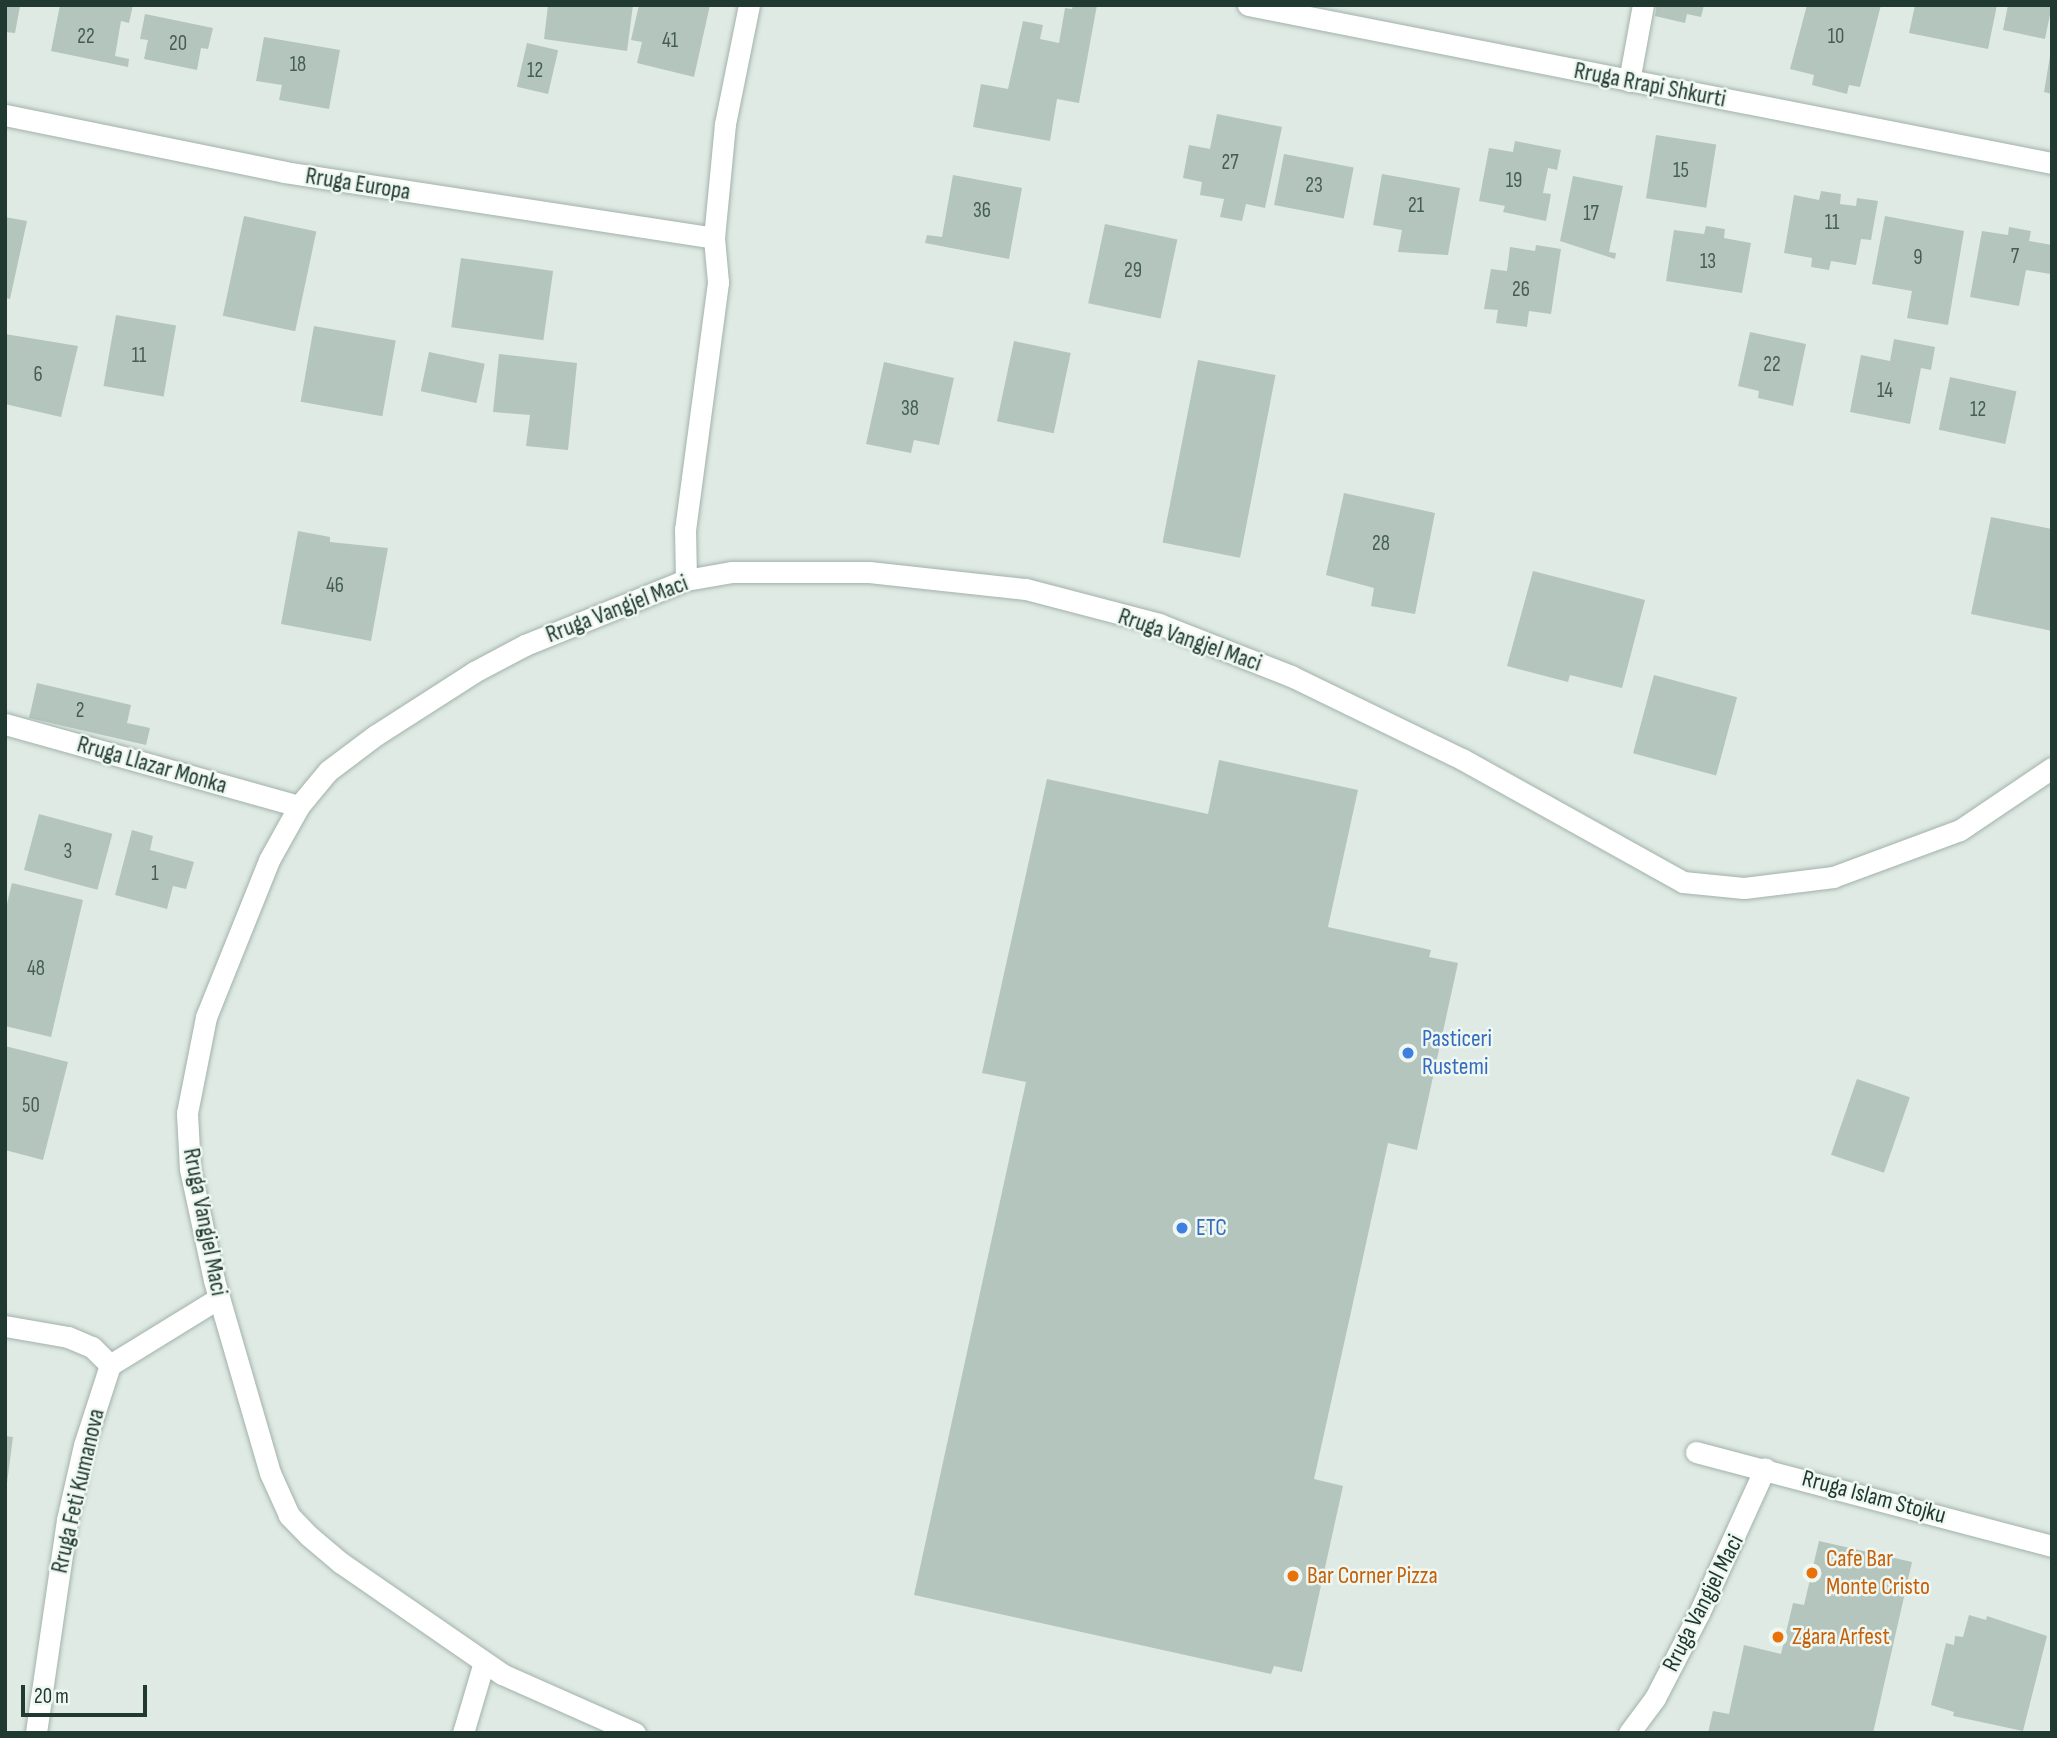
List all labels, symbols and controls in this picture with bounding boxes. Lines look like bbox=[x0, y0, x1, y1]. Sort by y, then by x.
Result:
house number: 22 bbox=[77, 24, 95, 50]
house number: 10 bbox=[1828, 24, 1844, 50]
house number: 41 bbox=[662, 28, 678, 54]
house number: 20 bbox=[169, 31, 187, 57]
house number: 18 bbox=[290, 52, 306, 78]
street label: Rruga Rrapi Shkurti bbox=[1572, 56, 1728, 114]
house number: 12 bbox=[527, 58, 543, 84]
house number: 27 bbox=[1221, 150, 1239, 176]
house number: 15 bbox=[1673, 158, 1689, 184]
street label: Rruga Europa bbox=[303, 161, 413, 207]
house number: 19 bbox=[1506, 168, 1522, 194]
house number: 23 bbox=[1305, 173, 1323, 199]
house number: 21 bbox=[1408, 193, 1424, 219]
house number: 36 bbox=[973, 198, 991, 224]
house number: 17 bbox=[1583, 201, 1599, 227]
house number: 11 bbox=[1825, 210, 1839, 236]
house number: 7 bbox=[2011, 244, 2019, 270]
house number: 9 bbox=[1913, 245, 1923, 271]
house number: 13 bbox=[1700, 249, 1716, 275]
house number: 29 bbox=[1124, 258, 1142, 284]
house number: 26 bbox=[1512, 277, 1530, 303]
house number: 11 bbox=[132, 343, 146, 369]
house number: 22 bbox=[1763, 352, 1781, 378]
house number: 6 bbox=[33, 362, 43, 388]
house number: 14 bbox=[1877, 378, 1893, 404]
house number: 38 bbox=[901, 396, 919, 422]
house number: 12 bbox=[1970, 397, 1986, 423]
house number: 28 bbox=[1372, 531, 1390, 557]
street label: Rruga Vangjel Maci bbox=[542, 569, 692, 649]
house number: 46 bbox=[326, 573, 344, 599]
street label: Rruga Vangjel Maci bbox=[1114, 602, 1266, 678]
house number: 2 bbox=[76, 698, 84, 724]
street label: Rruga Llazar Monka bbox=[74, 730, 230, 800]
house number: 3 bbox=[64, 839, 72, 865]
house number: 1 bbox=[151, 861, 159, 887]
house number: 48 bbox=[27, 956, 45, 982]
place label: Pasticeri Rustemi bbox=[1422, 1025, 1492, 1081]
marker: Pasticeri Rustemi bbox=[1400, 1045, 1416, 1061]
house number: 50 bbox=[22, 1093, 40, 1119]
street label: Rruga Vangjel Maci bbox=[177, 1146, 233, 1298]
place label: ETC bbox=[1196, 1214, 1227, 1242]
marker: ETC bbox=[1174, 1220, 1190, 1236]
street label: Rruga Feti Kumanova bbox=[45, 1406, 111, 1576]
street label: Rruga Islam Stojku bbox=[1799, 1464, 1949, 1530]
street label: Rruga Vangjel Maci bbox=[1656, 1530, 1750, 1676]
place label: Cafe Bar Monte Cristo bbox=[1826, 1545, 1930, 1601]
place label: Bar Corner Pizza bbox=[1307, 1562, 1438, 1590]
marker: Cafe Bar Monte Cristo bbox=[1804, 1565, 1820, 1581]
marker: Bar Corner Pizza bbox=[1285, 1568, 1301, 1584]
place label: Zgara Arfest bbox=[1792, 1623, 1890, 1651]
marker: Zgara Arfest bbox=[1770, 1629, 1786, 1645]
scale bar bbox=[24, 1672, 150, 1716]
text: 20 m bbox=[34, 1684, 69, 1709]

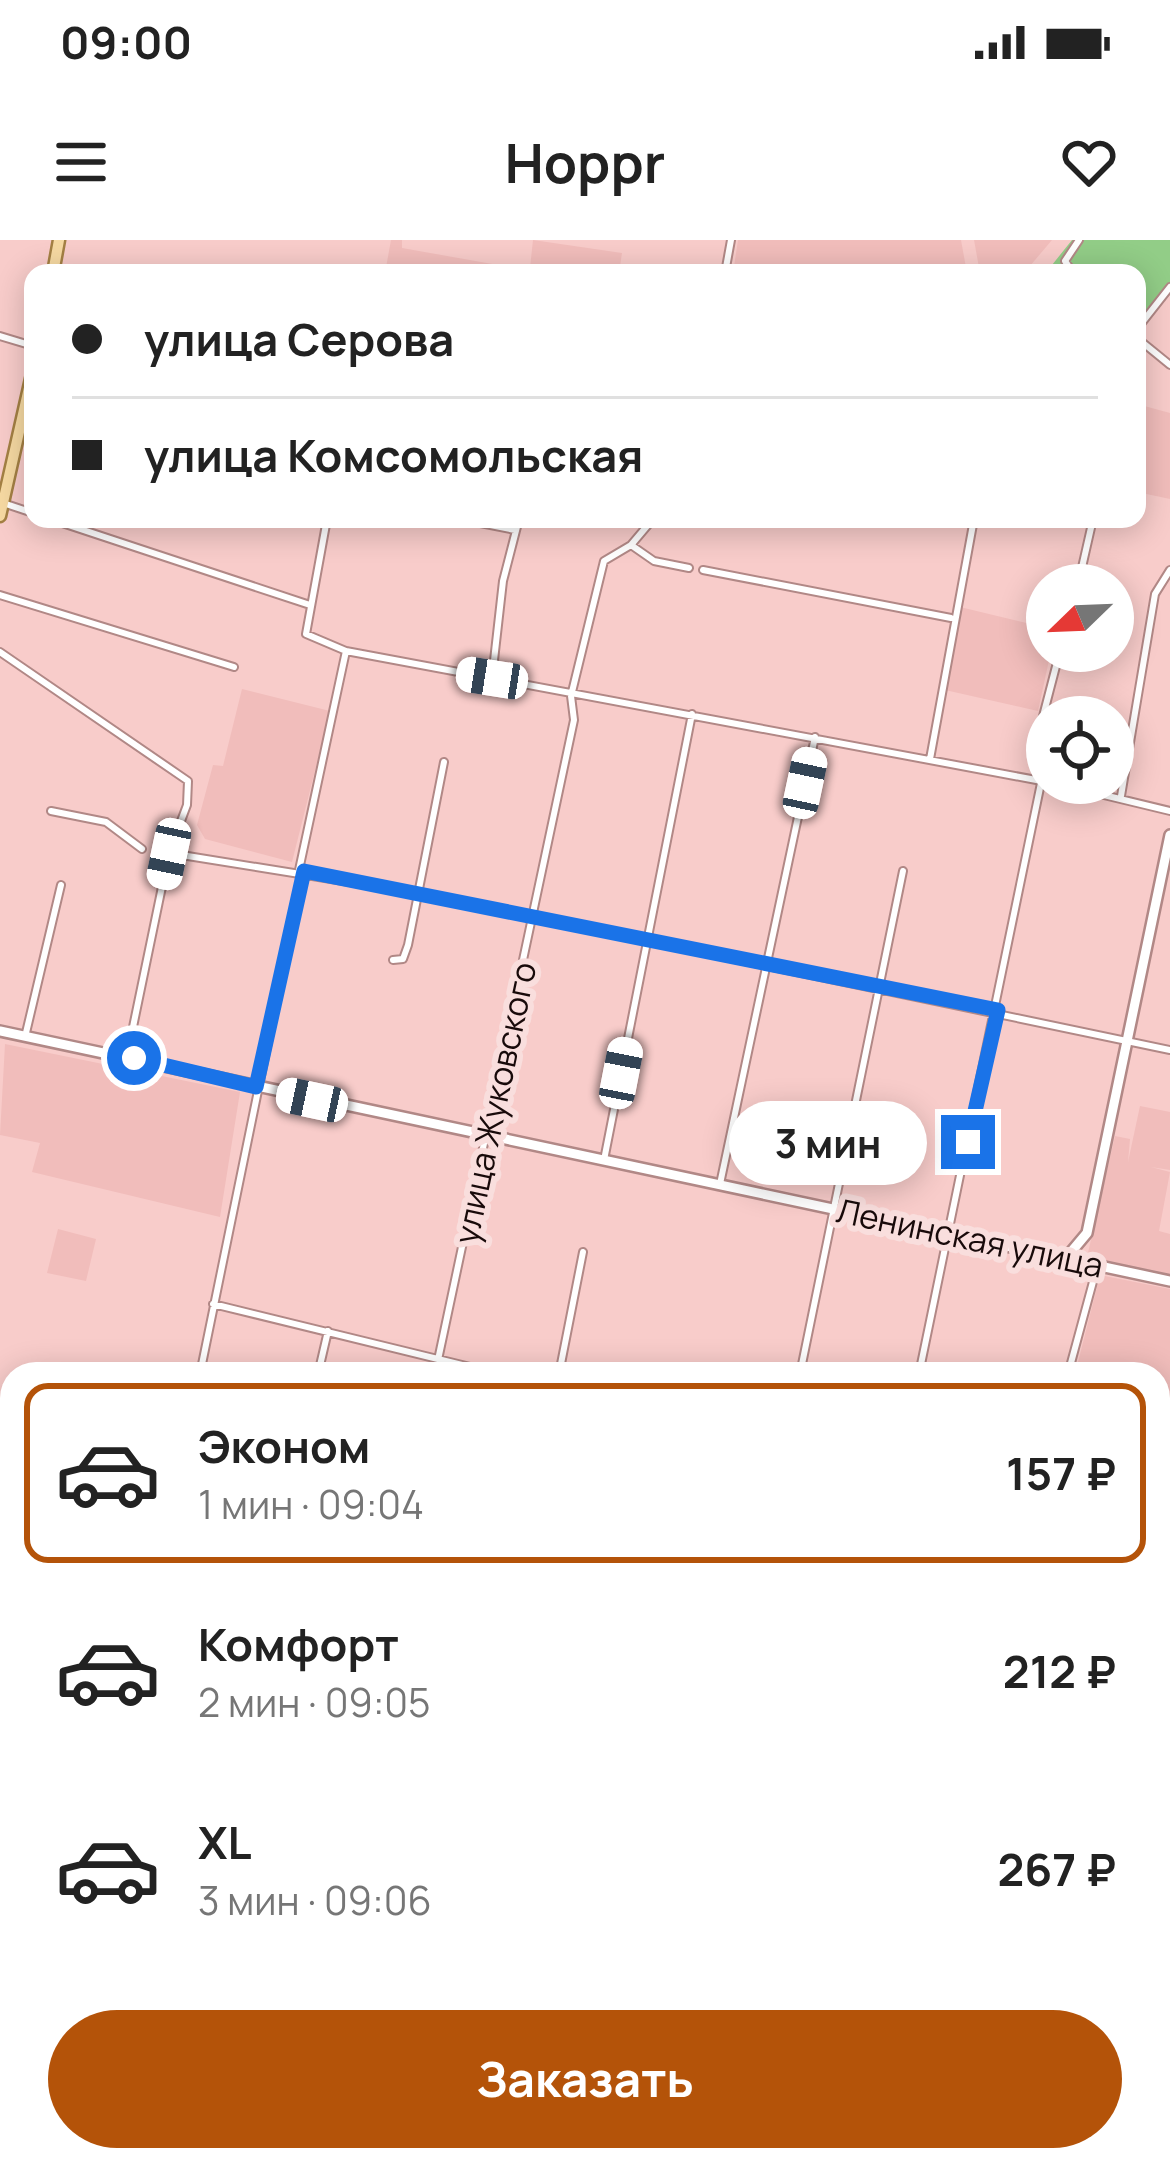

**Activity:** Keeping every word as it is, write out all the data and omit the pictures.

**Result:**
List all labels, symbols and controls in this picture with bounding boxes. Lines look like bbox=[x0, y0, x1, y1]. Sort by y, then by x.
Result:
house number: 22 bbox=[77, 24, 95, 50]
house number: 10 bbox=[1828, 24, 1844, 50]
house number: 41 bbox=[662, 28, 678, 54]
house number: 20 bbox=[169, 31, 187, 57]
house number: 18 bbox=[290, 52, 306, 78]
street label: Rruga Rrapi Shkurti bbox=[1572, 56, 1728, 114]
house number: 12 bbox=[527, 58, 543, 84]
house number: 27 bbox=[1221, 150, 1239, 176]
house number: 15 bbox=[1673, 158, 1689, 184]
street label: Rruga Europa bbox=[303, 161, 413, 207]
house number: 19 bbox=[1506, 168, 1522, 194]
house number: 23 bbox=[1305, 173, 1323, 199]
house number: 21 bbox=[1408, 193, 1424, 219]
house number: 36 bbox=[973, 198, 991, 224]
house number: 17 bbox=[1583, 201, 1599, 227]
house number: 11 bbox=[1825, 210, 1839, 236]
house number: 7 bbox=[2011, 244, 2019, 270]
house number: 9 bbox=[1913, 245, 1923, 271]
house number: 13 bbox=[1700, 249, 1716, 275]
house number: 29 bbox=[1124, 258, 1142, 284]
house number: 26 bbox=[1512, 277, 1530, 303]
house number: 11 bbox=[132, 343, 146, 369]
house number: 22 bbox=[1763, 352, 1781, 378]
house number: 6 bbox=[33, 362, 43, 388]
house number: 14 bbox=[1877, 378, 1893, 404]
house number: 38 bbox=[901, 396, 919, 422]
house number: 12 bbox=[1970, 397, 1986, 423]
house number: 28 bbox=[1372, 531, 1390, 557]
street label: Rruga Vangjel Maci bbox=[542, 569, 692, 649]
house number: 46 bbox=[326, 573, 344, 599]
street label: Rruga Vangjel Maci bbox=[1114, 602, 1266, 678]
house number: 2 bbox=[76, 698, 84, 724]
street label: Rruga Llazar Monka bbox=[74, 730, 230, 800]
house number: 3 bbox=[64, 839, 72, 865]
house number: 1 bbox=[151, 861, 159, 887]
house number: 48 bbox=[27, 956, 45, 982]
place label: Pasticeri Rustemi bbox=[1422, 1025, 1492, 1081]
marker: Pasticeri Rustemi bbox=[1400, 1045, 1416, 1061]
house number: 50 bbox=[22, 1093, 40, 1119]
street label: Rruga Vangjel Maci bbox=[177, 1146, 233, 1298]
place label: ETC bbox=[1196, 1214, 1227, 1242]
marker: ETC bbox=[1174, 1220, 1190, 1236]
street label: Rruga Feti Kumanova bbox=[45, 1406, 111, 1576]
street label: Rruga Islam Stojku bbox=[1799, 1464, 1949, 1530]
street label: Rruga Vangjel Maci bbox=[1656, 1530, 1750, 1676]
place label: Cafe Bar Monte Cristo bbox=[1826, 1545, 1930, 1601]
place label: Bar Corner Pizza bbox=[1307, 1562, 1438, 1590]
marker: Cafe Bar Monte Cristo bbox=[1804, 1565, 1820, 1581]
marker: Bar Corner Pizza bbox=[1285, 1568, 1301, 1584]
place label: Zgara Arfest bbox=[1792, 1623, 1890, 1651]
marker: Zgara Arfest bbox=[1770, 1629, 1786, 1645]
scale bar bbox=[24, 1672, 150, 1716]
text: 20 m bbox=[34, 1684, 69, 1709]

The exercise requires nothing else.